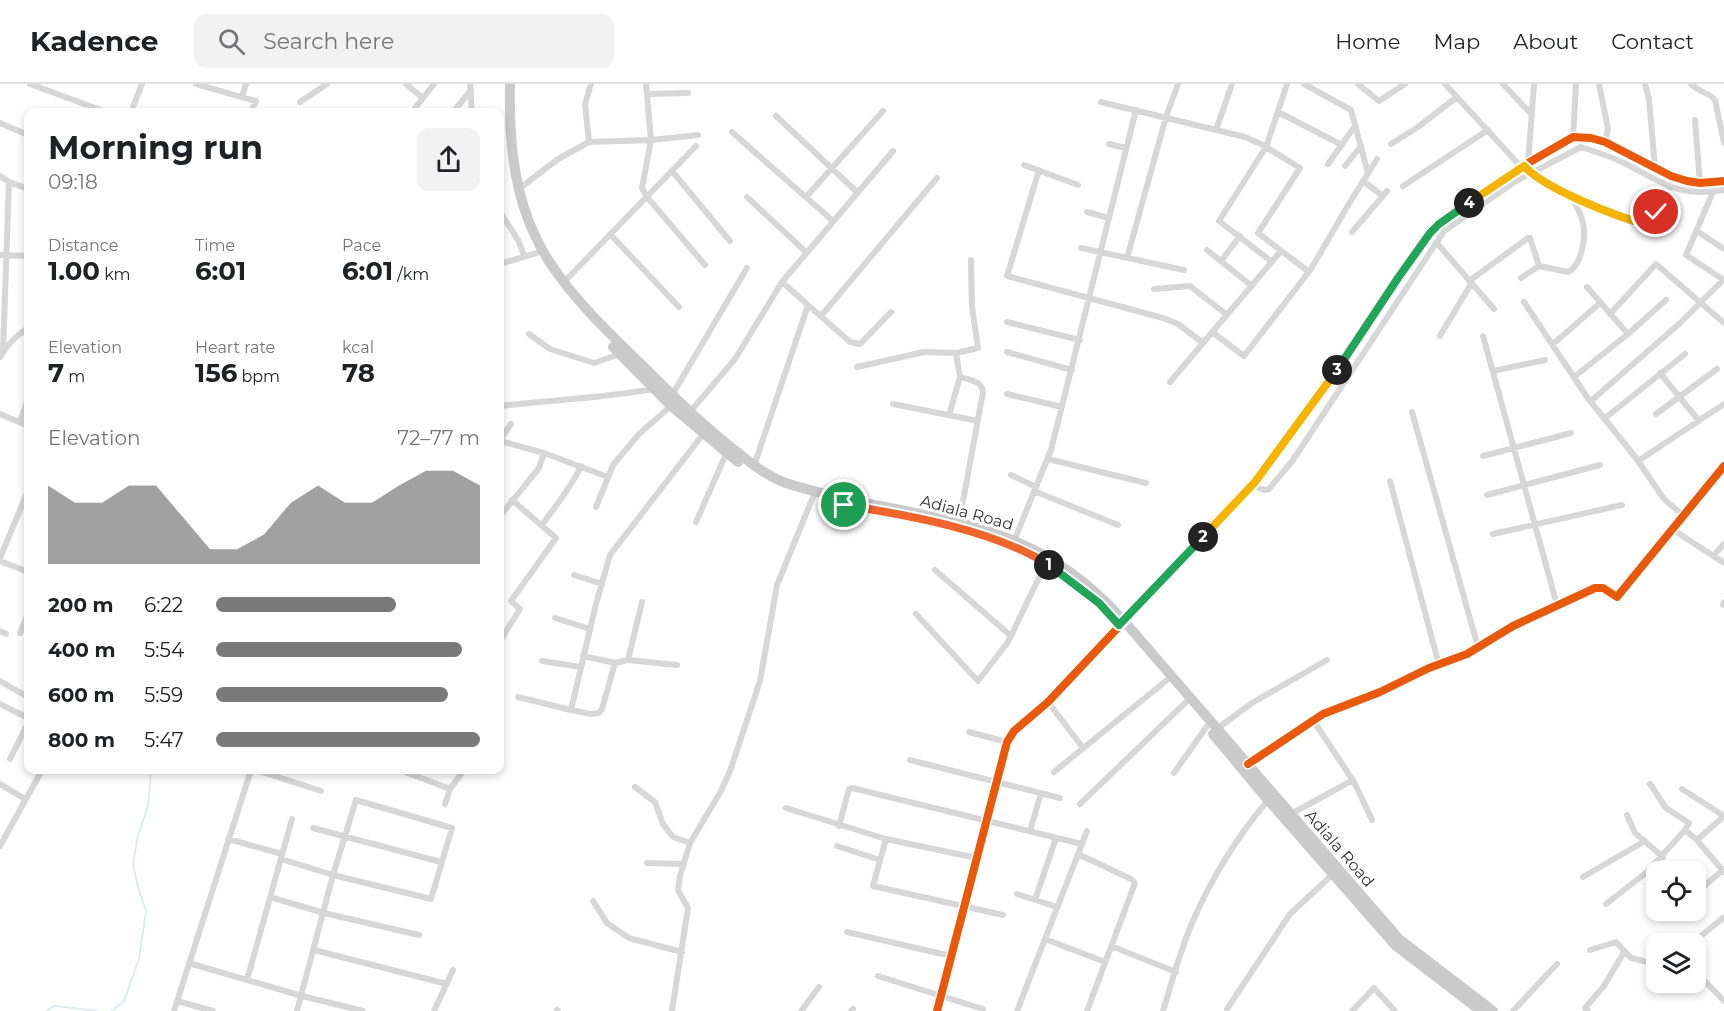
<!DOCTYPE html>
<meta charset="utf-8">
<style>
:root{--surface:#fff;--page:#f2f2f2;--text:#202124;--muted:#757577;--line:#e0e0e0;--accent:#7a7a7a}
body{margin:0;font-family:Montserrat,sans-serif;background:var(--page);color:var(--text);height:100vh;display:flex;flex-direction:column;font-size:22px;white-space:nowrap}
*{box-sizing:border-box;margin:0}
p{font-size:20px;color:var(--muted)}
.icon{flex:none;width:33px;height:33px;fill:none;stroke:currentColor;stroke-width:2;stroke-linecap:round;stroke-linejoin:round}
.map{position:relative;flex:1;overflow:hidden}
.details{position:absolute;left:24px;top:24px;width:480px;height:666px;display:flex;flex-direction:column;background:var(--surface);border-radius:12px;box-shadow:0 3px 9px #0003}
.details>*{flex:none}
.buttons{position:absolute;left:1646px;top:777px;display:grid;gap:12px}
.buttons a{display:grid;place-items:center;width:60px;height:60px;border-radius:12px;background:var(--surface);box-shadow:0 3px 9px #0003;font-size:30px}
.pin{position:absolute;display:grid;place-items:center;width:51px;height:51px;color:#fff;margin:-26px;border:3px solid #fff;border-radius:50%;box-shadow:0 2px 6px #0007}
.km{position:absolute;width:30px;height:30px;margin:-15px;border-radius:50%;background:#222;color:#fff;font-size:16px;line-height:30px;text-align:center}
.round{display:grid;place-items:center;flex:none;width:63px;height:63px;border-radius:12px;background:var(--page)}
.summary{display:flex;align-items:center;justify-content:space-between;height:102px;padding:0 24px}
h1{font-size:33px;font-weight:700;line-height:45px}
.metrics{display:grid;grid-template-columns:repeat(3,1fr);gap:9px;height:102px;padding:6px 24px}
.metrics div{display:grid;align-content:center}
.metrics b{font-size:26px;font-weight:700}
.metrics small{font-size:16px;font-weight:400}
.metrics p{font-size:16px}
.chart{height:168px;padding:12px 24px}
.chart p{display:flex;justify-content:space-between}
.chart svg{width:100%;height:108px;margin-top:6px;fill:var(--accent);opacity:.7}
ul{padding:0 24px;list-style:none;font-size:20px}
li{display:grid;grid-template-columns:96px 72px 1fr;align-items:center;height:45px}
li i{height:15px;border-radius:8px;background:var(--accent)}
header{display:flex;align-items:center;gap:36px;box-sizing:border-box;height:84px;padding:0 30px;background:var(--surface);border-bottom:2px solid var(--line)}
header strong{font-size:28px}
nav{display:flex;gap:33px;margin-inline-start:auto;font-size:21px}
.search{width:420px;height:54px;background:var(--page);display:flex;align-items:center;gap:15px;box-sizing:border-box;padding:0 21px;border-radius:12px;color:var(--muted);font-size:22px}
.map>svg:first-child{display:block}
</style>
<header>
<strong>Kadence</strong>
<div class="search"><svg class="icon" aria-label="search" viewBox="0 0 24 24"><circle cx="10" cy="10" r="6"/><path d="M15 15l6 6"/></svg>Search here</div>
<nav><a>Home</a><a>Map</a><a>About</a><a>Contact</a></nav>
</header>
<div class="map">
<svg width="1724" height="927" viewBox="0 0 1724 927">
<rect width="100%" height="100%" fill="#fff"/>
<g fill="none" stroke-linecap="round" stroke-linejoin="round">
<path stroke="#ddebf3" stroke-width="2" d="M46,927l8,-5 44,5
M112,927l12,-10 15,-42 7,-48 -8,-24 -5,-23 5,-29 10,-29 3,-36"/>
<path stroke="#d7d7d7" stroke-width="6" d="M30,0l76,28
M196,0l60,17 -5,11
M406,0l17,14
M470,0l2,28
M646,0l5,56 -9,48 5,9 58,68
M1304,0l47,26 17,63
M1358,0l21,17 26,-17
M1445,0l77,84
M1503,0l29,31
M1599,0l9,45 -3,13
M1645,0l4,15 6,69
M1691,0c7,8 18,8 24,16l9,43
M647,10l41,-1
M242,13l4,-13
M300,18l27,-18
M1101,18l144,35 18,8 37,23 -42,65 51,39
M131,28l11,-28
M412,28l22,-28
M453,28l18,-22
M1278,28l64,33
M776,32l81,76
M1695,36l5,63
M0,39l28,12
M1216,46l16,-46
M732,48l101,89
M1573,53l3,-53
M589,58l-4,-38 6,-20
M1109,60l17,4
M1391,60l27,-17 39,-30
M1528,79l6,-79
M1328,80l27,-38
M1024,81l54,20
M1345,82l16,-20
M1039,86l-32,106 156,42 15,6 25,19
M672,87l58,70
M1529,87c26,21 82,44 115,53 13,-8 18,-24 25,-37
M0,92l9,6 19,7
M1363,97l20,15
M1403,102l85,-56
M519,105l39,-30 31,-17 62,-2 47,-5
M1713,108l-27,63 38,25
M747,113l60,56
M806,113l77,-86
M500,128l18,28 6,15
M1087,128l22,6
M1697,147l27,18
M1352,148l35,-41
M610,150l69,73
M1436,158l58,67
M1081,164l103,22
M1207,166l45,36
M0,171l28,1
M1127,174l39,-141 12,-33
M1221,177l19,-25
M1272,178l-53,-41 47,-74 21,-63
M500,180l43,-13
M1521,194l18,-12 29,6c14,-7 18,-35 15,-49 -2,-10 -8,-19 -12,-28
M1469,197l59,-43h2l9,28
M564,198l132,-136
M782,198l68,60 10,2 31,-32
M1587,203l41,47
M1154,205l36,-3 37,29
M1524,218l63,95 49,61 28,41 19,16
M1610,230l46,-50 68,59
M821,232l116,-138
M1007,238l73,18
M1212,248l32,24 67,-87 39,-67 27,-43
M529,250l21,15 44,14 26,-9
M1440,252l31,-52
M1483,252l74,269
M1553,260l47,-41
M3,268l6,-170
M1007,268l65,18
M0,273c6,-11 17,-22 28,-29
M857,283l67,-15 32,1 22,-5 -6,-41 -1,-47
M1493,287l52,-11
M1660,289l39,48
M1574,293l54,-43 38,-34
M1170,298l111,-131
M1007,310l55,13
M672,311l75,-127
M1591,317l89,-78 43,-43
M893,320l85,17
M500,322c51,-6 103,-8 154,-17
M690,328l45,-53 47,-77 111,-131
M1412,328l66,235
M0,330l28,12
M1656,330l61,-45
M949,331l11,-38 -4,-24
M1604,335l81,-65
M20,338l8,-23
M500,356l11,-16
M500,357l44,12 64,24
M1483,372l88,-23
M1048,375l98,24
M1638,377l86,-57
M754,382l54,-161
M1011,391l25,12
M1390,397l49,184
M1252,401l12,5 5,-1 24,-29 151,-229 72,-50 65,-34c16,5 34,11 49,19 35,19 52,31 94,24
M1034,407l84,34
M1487,411l113,-30
M596,423l17,-42 26,-31 32,-28
M500,432l39,-48 5,-15
M957,437l7,-25 19,-104c-1,-11 -13,-12 -23,-15
M696,438l31,-70
M542,441c14,-20 29,-37 39,-59
M1672,445l52,34
M1493,450l129,-29
M1012,462l39,-96 85,-340
M1713,472l11,-12
M0,474l27,-65
M0,477l28,11
M935,486l76,66
M574,491l28,9
M1723,521l1,-3
M916,530l62,67 30,-39 38,-79
M555,534l35,11
M0,547l6,3
M20,549l8,-19
M500,557l20,-32 -9,-8 45,-63 -44,-38
M583,572l32,7 13,-3 49,5
M628,576l14,-58
M542,577l39,6
M0,597l28,16
M518,613l53,13 25,-106 14,-49 94,-122
M1048,618l35,46
M0,620l28,14
M571,626l20,4 8,-1 3,-4 13,-46
M1313,636l41,62 18,38
M1218,644l34,-25 75,-43
M969,648l38,10
M10,675l18,-36
M910,676l150,38
M1248,680l75,-50 57,-22 49,-24 38,-14 46,-28 82,-38h8l14,9 107,-131
M256,686l65,21
M400,686l50,19
M1054,688l113,-92
M1174,689l33,-47
M0,700l25,15
M1650,700l16,24 23,15 -4,7
M635,703l20,15 8,22 10,13 17,6
M1682,705l42,27
M445,720l5,-15 14,-19
M1080,720l106,-102
M786,724l100,31 91,19
M1291,730l62,-34
M1627,731l8,18 28,24
M1724,732l-27,24 27,32
M839,742l10,-37 3,-1 230,56
M313,744l128,34
M1030,747l11,-38
M228,755l54,15
M886,755l-13,47 130,29
M0,762l42,-76
M837,762l43,14
M1078,770l53,25 4,4 -48,128
M281,775l52,16 98,24 21,-71 -96,-28 -23,75 -36,136
M647,779l37,1
M1583,793l62,-36
M1017,810l40,13
M1695,810l29,-25
M270,813l54,16 95,22
M1035,816l21,-62
M593,817l14,22 22,15 53,14
M1606,820l41,-32 38,-42 12,10
M847,848l104,24
M1045,855l60,23
M1691,860l33,-27
M1111,862l65,26
M314,866l133,34
M1590,866l26,-8 15,16 25,6
M189,879l113,33 61,15
M1697,889l27,28
M878,892l105,33
M247,896l45,-161
M177,917l36,10
M1227,925l63,-95 43,-40
M557,926l1,1
M174,927l77,-241
M434,927l19,-41
M672,927l16,-103 -10,-18 2,-14 10,-33 31,-52 9,-20 30,-90 17,-96 36,-88
M801,927l18,-24
M851,927l2,-2
M937,927l70,-269 7,-11 34,-29 207,-220 81,-109 62,-96 41,-53 89,-61 45,-26 18,1 14,4 66,34 16,5 13,2 24,-2
M1017,927l70,-180
M1163,927c9,-29 17,-60 29,-88 19,-44 45,-86 76,-123
M1352,927l22,-23 21,23
M1513,927l44,-47
M1588,927l-3,-3 19,-22 20,-34"/>
<path stroke="#cacaca" stroke-width="10" d="M510,0c-1,47 2,94 19,138 7,17 15,33 26,48 27,39 62,70 95,103 28,28 56,55 87,79 15,12 29,23 46,30 32,11 64,17 97,24 103,20 170,33 244,115l275,318 94,72
M613,263l58,59 67,56
M1213,650l55,66 127,145 86,66"/>
<g stroke="#fff" stroke-width="11">
<path id="cycleway" d="M1248,680l75,-50 57,-22 49,-24 38,-14 46,-28 82,-38h8l14,9 107,-131
M937,927l70,-269 7,-11 34,-29 207,-220 81,-109 62,-96 41,-53 89,-61 45,-26 18,1 14,4 66,34 16,5 13,2 24,-2"/>
</g>
<use href="#cycleway" stroke="#e8590c" stroke-width="8"/>
</g>
<g fill="none" stroke-linecap="round" stroke-linejoin="round">
<g stroke="#fff" stroke-width="12">
<path id="split-1" d="M844,421c64,10 150,25 205,60"/>
</g>
<g stroke="#fff" stroke-width="12">
<path id="split-2" d="M1049,481l50,38 20,22 84,-88"/>
</g>
<g stroke="#fff" stroke-width="12">
<path id="split-3" d="M1203,453l52,-55 82,-112"/>
</g>
<g stroke="#fff" stroke-width="12">
<path id="split-4" d="M1337,286l61,-92 32,-45 9,-9 30,-21"/>
</g>
<g stroke="#fff" stroke-width="12">
<path id="split-5" d="M1469,119l55,-37c21,23 89,49 120,58l6,-4 6,-8"/>
</g>
<use href="#split-1" stroke="#f0652b" stroke-width="8"/>
<use href="#split-2" stroke="#22a559" stroke-width="8"/>
<use href="#split-3" stroke="#f5b400" stroke-width="8"/>
<use href="#split-4" stroke="#22a559" stroke-width="8"/>
<use href="#split-5" stroke="#f5b400" stroke-width="8"/>
</g>
<g text-anchor="middle" stroke-width="6" stroke-linejoin="round" paint-order="stroke">
<g font-size="16" fill="#333" stroke="#fff">
<text transform="translate(967 428) rotate(15)" y="6">Adiala Road</text>
<text transform="translate(1340 764) rotate(49)" y="6">Adiala Road</text>
</g>
</g>
</svg>
<div class="buttons">
<a><svg class="icon" aria-label="locate" viewBox="0 0 24 24"><circle cx="12" cy="12" r="6"/><path d="M12 2v4M12 18v4M2 12h4M18 12h4"/></svg></a>
<a><svg class="icon" aria-label="layers" viewBox="0 0 24 24"><path d="M12 4l9 5-9 5-9-5zM3 14l9 5 9-5"/></svg></a>
</div>
<div class="pin" style="left:844px;top:421px;background:#1e9e55"><svg class="icon" aria-label="arrive" viewBox="0 0 24 24"><path d="M6 21V4h12l-3 4 3 4H6"/></svg></div>
<div class="pin" style="left:1656px;top:128px;background:#d93025"><svg class="icon" aria-label="check" viewBox="0 0 24 24"><path d="M5 12l5 5 9-10"/></svg></div>
<b class="km" style="left:1049px;top:481px">1</b>
<b class="km" style="left:1203px;top:453px">2</b>
<b class="km" style="left:1337px;top:286px">3</b>
<b class="km" style="left:1469px;top:119px">4</b>
<section class="details">
<div class="summary"><div><h1>Morning run</h1><p>09:18</p></div><a class="round"><svg class="icon" aria-label="share" viewBox="0 0 24 24"><path d="M12 15V3M7 8l5-5 5 5M5 13v7h14v-7"/></svg></a></div>
<div class="metrics">
<div><p>Distance</p><b>1.00<small> km</small></b></div>
<div><p>Time</p><b>6:01</b></div>
<div><p>Pace</p><b>6:01<small> /km</small></b></div>
</div>
<div class="metrics">
<div><p>Elevation</p><b>7<small> m</small></b></div>
<div><p>Heart rate</p><b>156<small> bpm</small></b></div>
<div><p>kcal</p><b>78</b></div>
</div>
<div class="chart"><p><span>Elevation</span>72–77 m</p>
<svg viewBox="0 0 160 44" preserveAspectRatio="none"><path d="M0 44V12L10 19L20 19L30 12L40 12L50 25L60 38L70 38L80 32L90 19L100 12L110 19L120 19L130 12L140 6L150 6L160 12V44z"/></svg>
</div>
<ul>
<li><b>200 m</b>6:22<i style="width:68%"></i></li>
<li><b>400 m</b>5:54<i style="width:93%"></i></li>
<li><b>600 m</b>5:59<i style="width:88%"></i></li>
<li><b>800 m</b>5:47<i style="width:100%"></i></li>
</ul>
</section>
</div>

= Required action =
Would you please copy exactly the part of the entries above that begins at the line containing "M0,620l28,14" and ends at the line containing "M851,927l2,-2", both lines included?

= Answer area =
M0,620l28,14
M571,626l20,4 8,-1 3,-4 13,-46
M1313,636l41,62 18,38
M1218,644l34,-25 75,-43
M969,648l38,10
M10,675l18,-36
M910,676l150,38
M1248,680l75,-50 57,-22 49,-24 38,-14 46,-28 82,-38h8l14,9 107,-131
M256,686l65,21
M400,686l50,19
M1054,688l113,-92
M1174,689l33,-47
M0,700l25,15
M1650,700l16,24 23,15 -4,7
M635,703l20,15 8,22 10,13 17,6
M1682,705l42,27
M445,720l5,-15 14,-19
M1080,720l106,-102
M786,724l100,31 91,19
M1291,730l62,-34
M1627,731l8,18 28,24
M1724,732l-27,24 27,32
M839,742l10,-37 3,-1 230,56
M313,744l128,34
M1030,747l11,-38
M228,755l54,15
M886,755l-13,47 130,29
M0,762l42,-76
M837,762l43,14
M1078,770l53,25 4,4 -48,128
M281,775l52,16 98,24 21,-71 -96,-28 -23,75 -36,136
M647,779l37,1
M1583,793l62,-36
M1017,810l40,13
M1695,810l29,-25
M270,813l54,16 95,22
M1035,816l21,-62
M593,817l14,22 22,15 53,14
M1606,820l41,-32 38,-42 12,10
M847,848l104,24
M1045,855l60,23
M1691,860l33,-27
M1111,862l65,26
M314,866l133,34
M1590,866l26,-8 15,16 25,6
M189,879l113,33 61,15
M1697,889l27,28
M878,892l105,33
M247,896l45,-161
M177,917l36,10
M1227,925l63,-95 43,-40
M557,926l1,1
M174,927l77,-241
M434,927l19,-41
M672,927l16,-103 -10,-18 2,-14 10,-33 31,-52 9,-20 30,-90 17,-96 36,-88
M801,927l18,-24
M851,927l2,-2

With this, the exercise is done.